I propose to design the JG as a “National Care Act” that addresses the urgent environmental and care needs of communities across the United States. The jobs will be useful and targetted to neglected areas. The program can act as a preparedness response, providing jobs to the unemployed on-demand in monitoring, rehabilitation, and investment projects that serve the public good.

She gives a number of examples: building community gardens, artist collectives putting on shows for their community, converting rails to trails, converting abandoned mines into useful and environmentally friendly uses. Others I’ve talked to have mentioned working on bike lanes, preserving and restoring Native American heritage sites, and assisting at a Planned Parenthood clinic.

Also providing legal assistance to accused criminals, making use of the skills of unemployed attorneys. Helping “undocumented aliens” navigate through the U.S. immigration system. Advising clients on how to keep government benefits that an administrator has denied them. Providing safety for women seeking abortions.

I have not found one Job Guarantee advocate who told me that these would not be acceptable jobs, although quite a few refused to return my inquiries about this.

So what about jobs that might be controversial in another direction? Can the Job Guarantee be used to build hunting blinds and public shooting ranges in state parks? Can home school collectives use it to hire music teachers and baseball coaches? Can out of work folks be marshaled to restore old churches? To staff pro-life pregnancy crisis centers? Advise people living in states with strict gun laws about how to obtain legal firearms? Teach hunting courses? Clear ATV trails in national parks?

Can we employ people of the Job Guarantee to Build the Wall?

The most public advocates of the Job Guarantee refused to answer these questions. Privately, however, several supporters told me that while the first list–bike lanes through abortion guards–would count as serving the “public good,” the things on the second list–building gun ranges to building the Wall–would not.

In other words, projects that serve the values and cultural preferences of liberals and America’s left would be included, in effect subsidized by the federal government. Projects that reflect the values and cultural preferences of conservatives and America’s right would be excluded, marked with a badge of inferiority and marginalized by the federal government.

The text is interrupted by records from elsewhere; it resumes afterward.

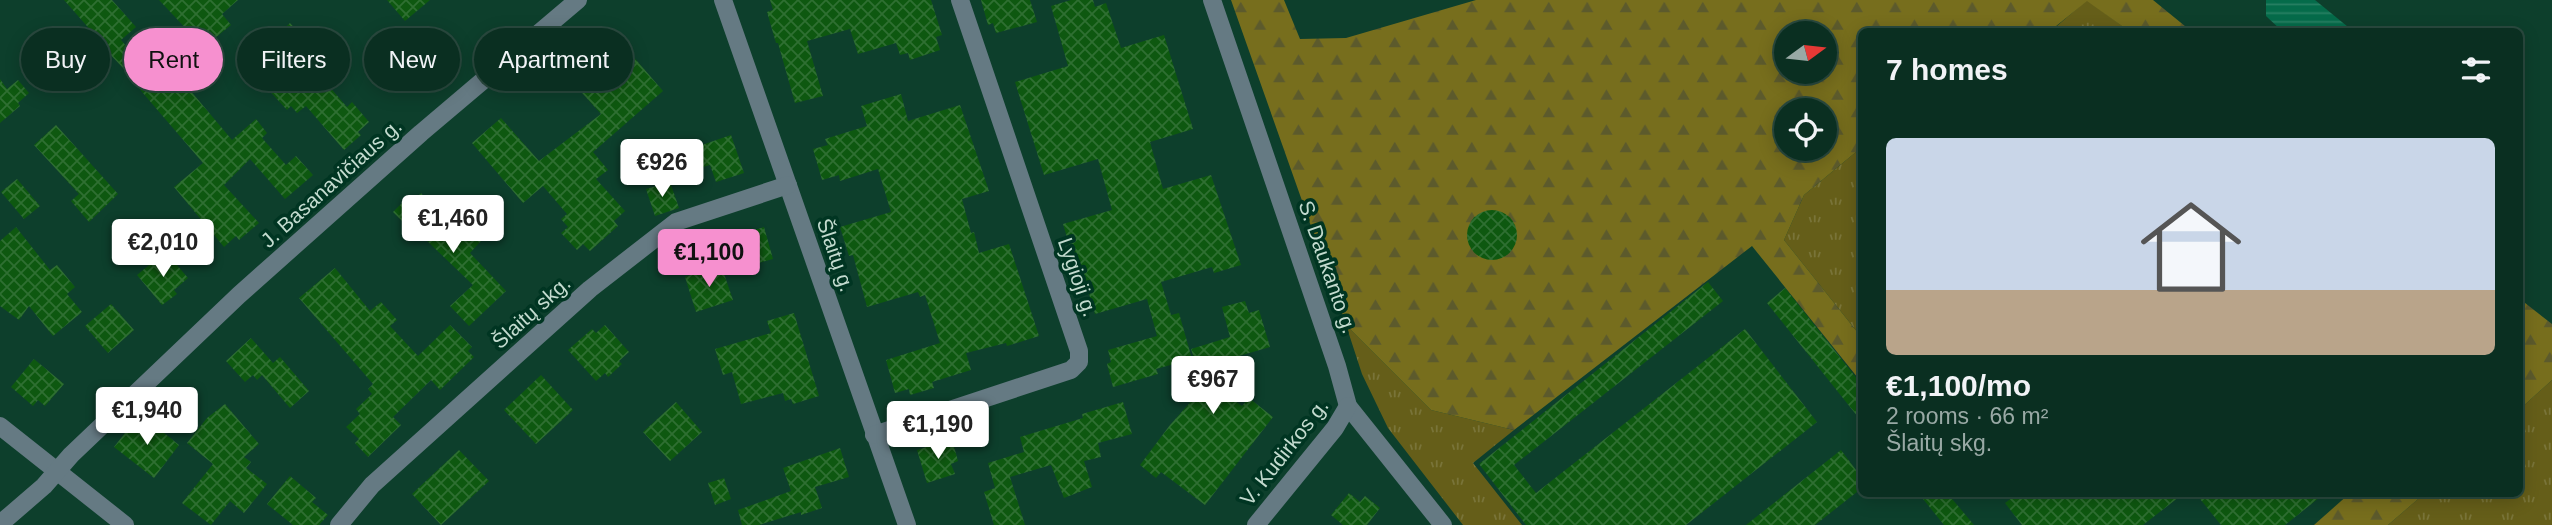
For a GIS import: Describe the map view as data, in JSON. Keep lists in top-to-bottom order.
{
  "streets": {
    "street": [
      "J. Basanavičiaus g.",
      "Šlaitų g.",
      "S. Daukanto g.",
      "Lygioji g.",
      "Šlaitų skg.",
      "V. Kudirkos g."
    ]
  },
  "crossings": [
    ["Šlaitų g.", "Lygioji g."],
    ["Šlaitų g.", "Šlaitų skg."],
    ["S. Daukanto g.", "V. Kudirkos g."]
  ],
  "north": "right",
  "page": {
    "chip": [
      "Buy",
      "Rent",
      "Filters",
      "New",
      "Apartment"
    ],
    "heading": "7 homes",
    "list": [
      {
        "name": "€1,100/mo",
        "note": "2 rooms · 66 m² · Šlaitų skg."
      }
    ],
    "price": [
      "€926",
      "€1,460",
      "€2,010",
      "€1,100",
      "€967",
      "€1,940",
      "€1,190"
    ]
  }
}
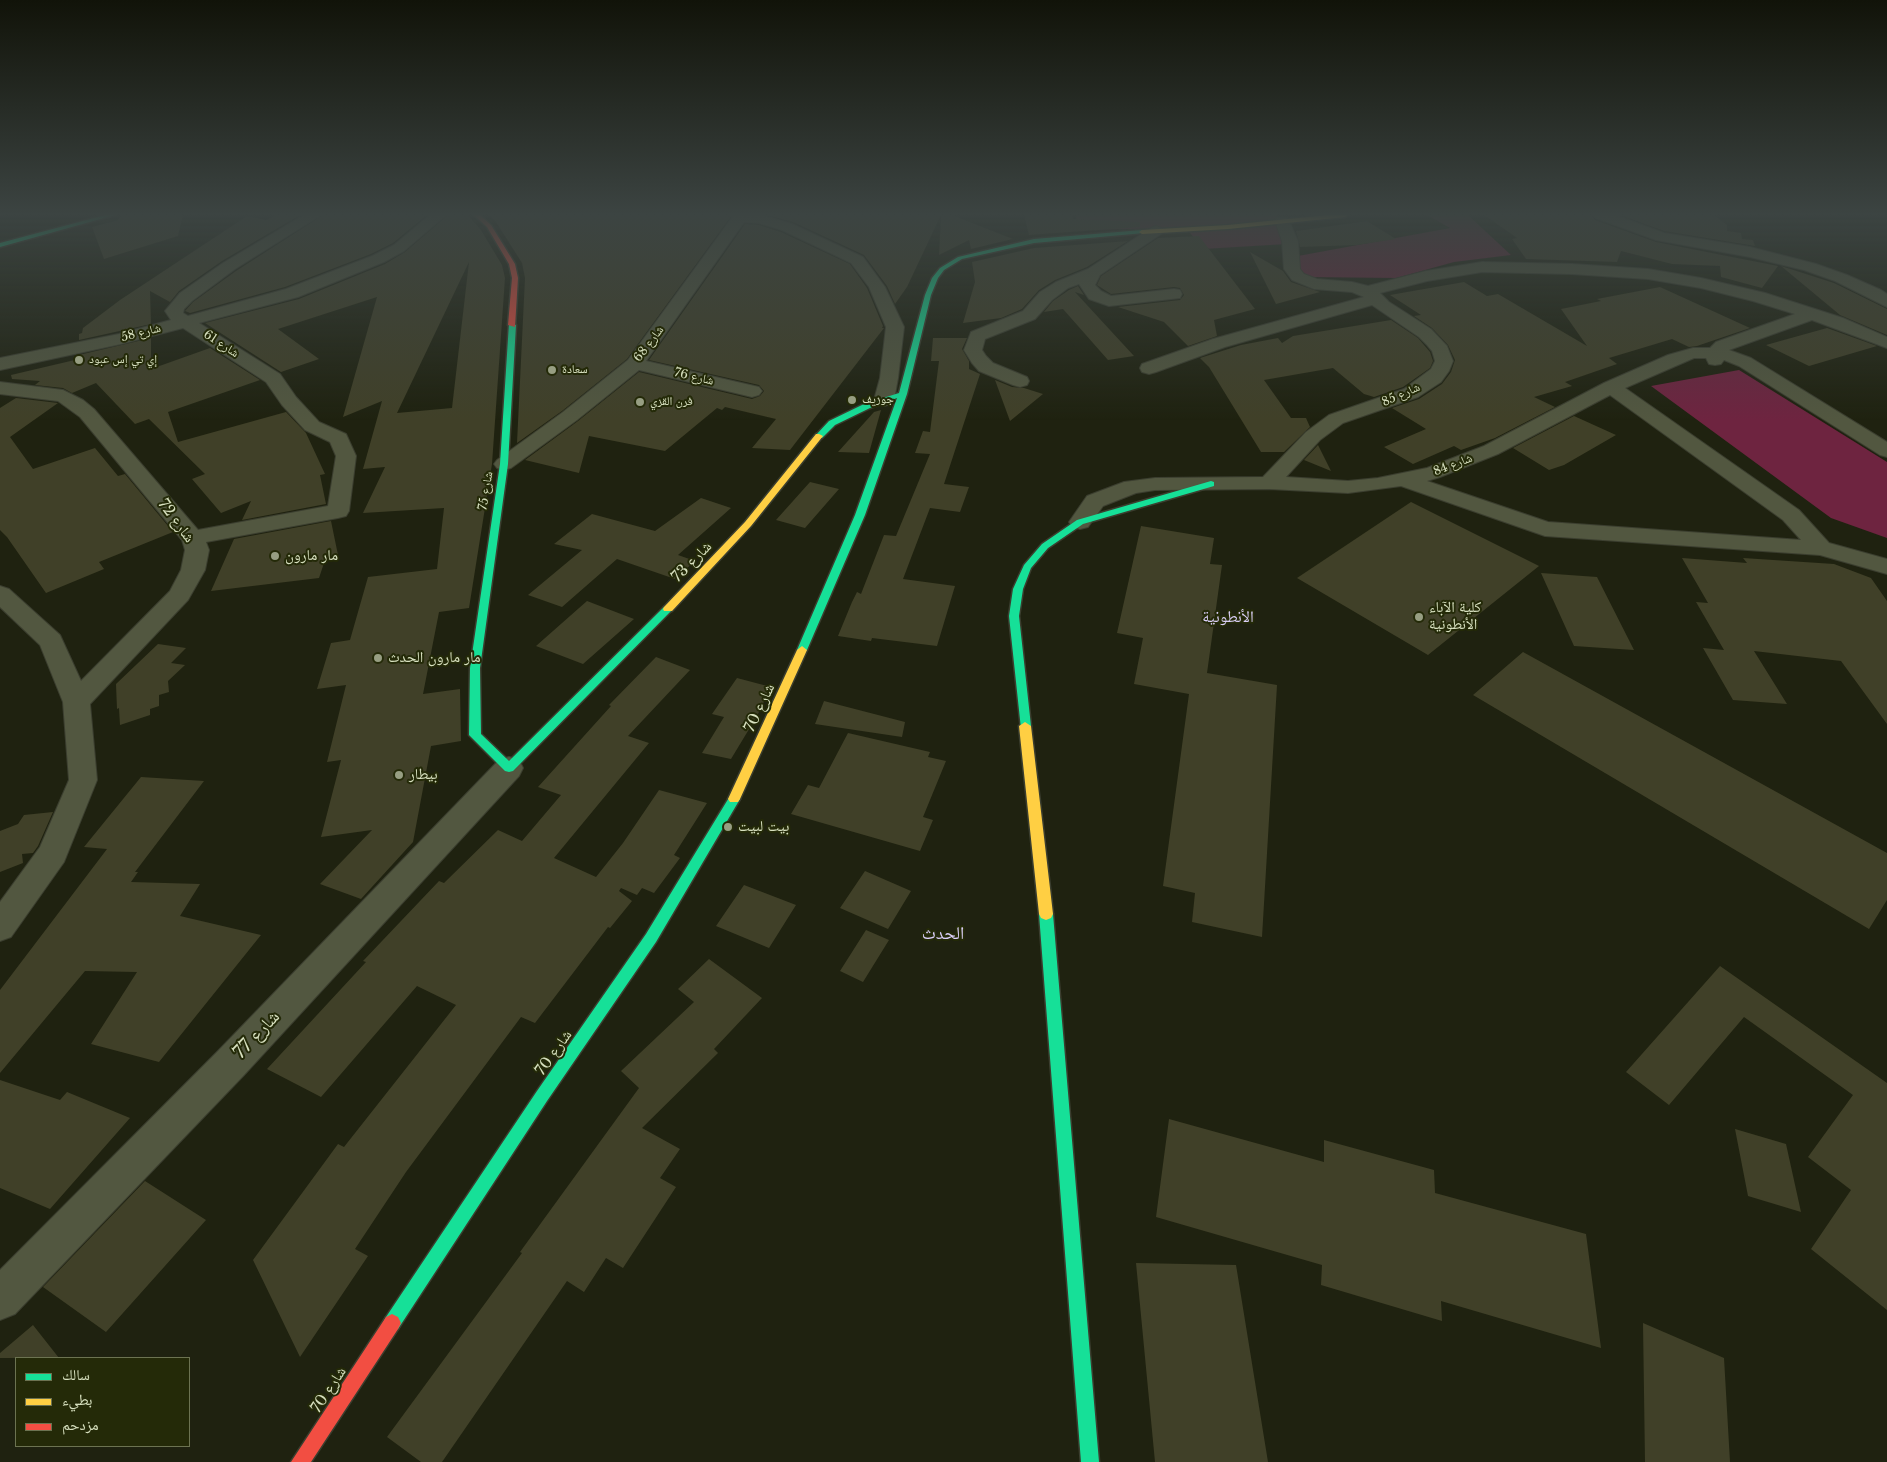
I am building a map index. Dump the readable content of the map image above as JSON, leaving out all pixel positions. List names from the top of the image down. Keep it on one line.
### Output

The Job Guarantee is not just about providing jobs. It is about creating a federal army to carry out the projects of the Blue State Elite.

This could be fixed, of course. The program could, in theory, be designed to be value neutral, to allow for any legal public project to hire from the Job Guarantee pool. But at least some of the supporters of the Job Guarantee find this unfathomable. They just cannot stand the idea of using their program to help us hunt deer or protect the border. They will not let conservatives use the Job Guarantee for conservative purposes because they hate those purposes and they hate conservatives.

I suspect that at least some culturally conservative Americans, while they might not like to see a program funded by their government funding jobs to aide illegal aliens, would tolerate it for a system that stabilized the economy, anchored inflation, and eliminated unemployment. Not all, of course. But perhaps enough to give a value-neutral Job Guarantee enough support to make it a plausible program. But, at least as far as I can tell, most liberals would rather live without the Job Guarantee than to allow one that built gun ranges for Red Staters.

The silence of the most public supporters of the Job Guarantee, including the economists who back it, is revealing. It suggests they know that there is a huge struggle over left and right values waiting in the wings and they would prefer not to have it discussed.

Ultimately, Democrat hopes to win back the voters they lost in 2016 with the promise of job security will be crushed America’s familiar political divisions. And the Job Guarantee will likely remain an interesting idea killed by leftwing politics.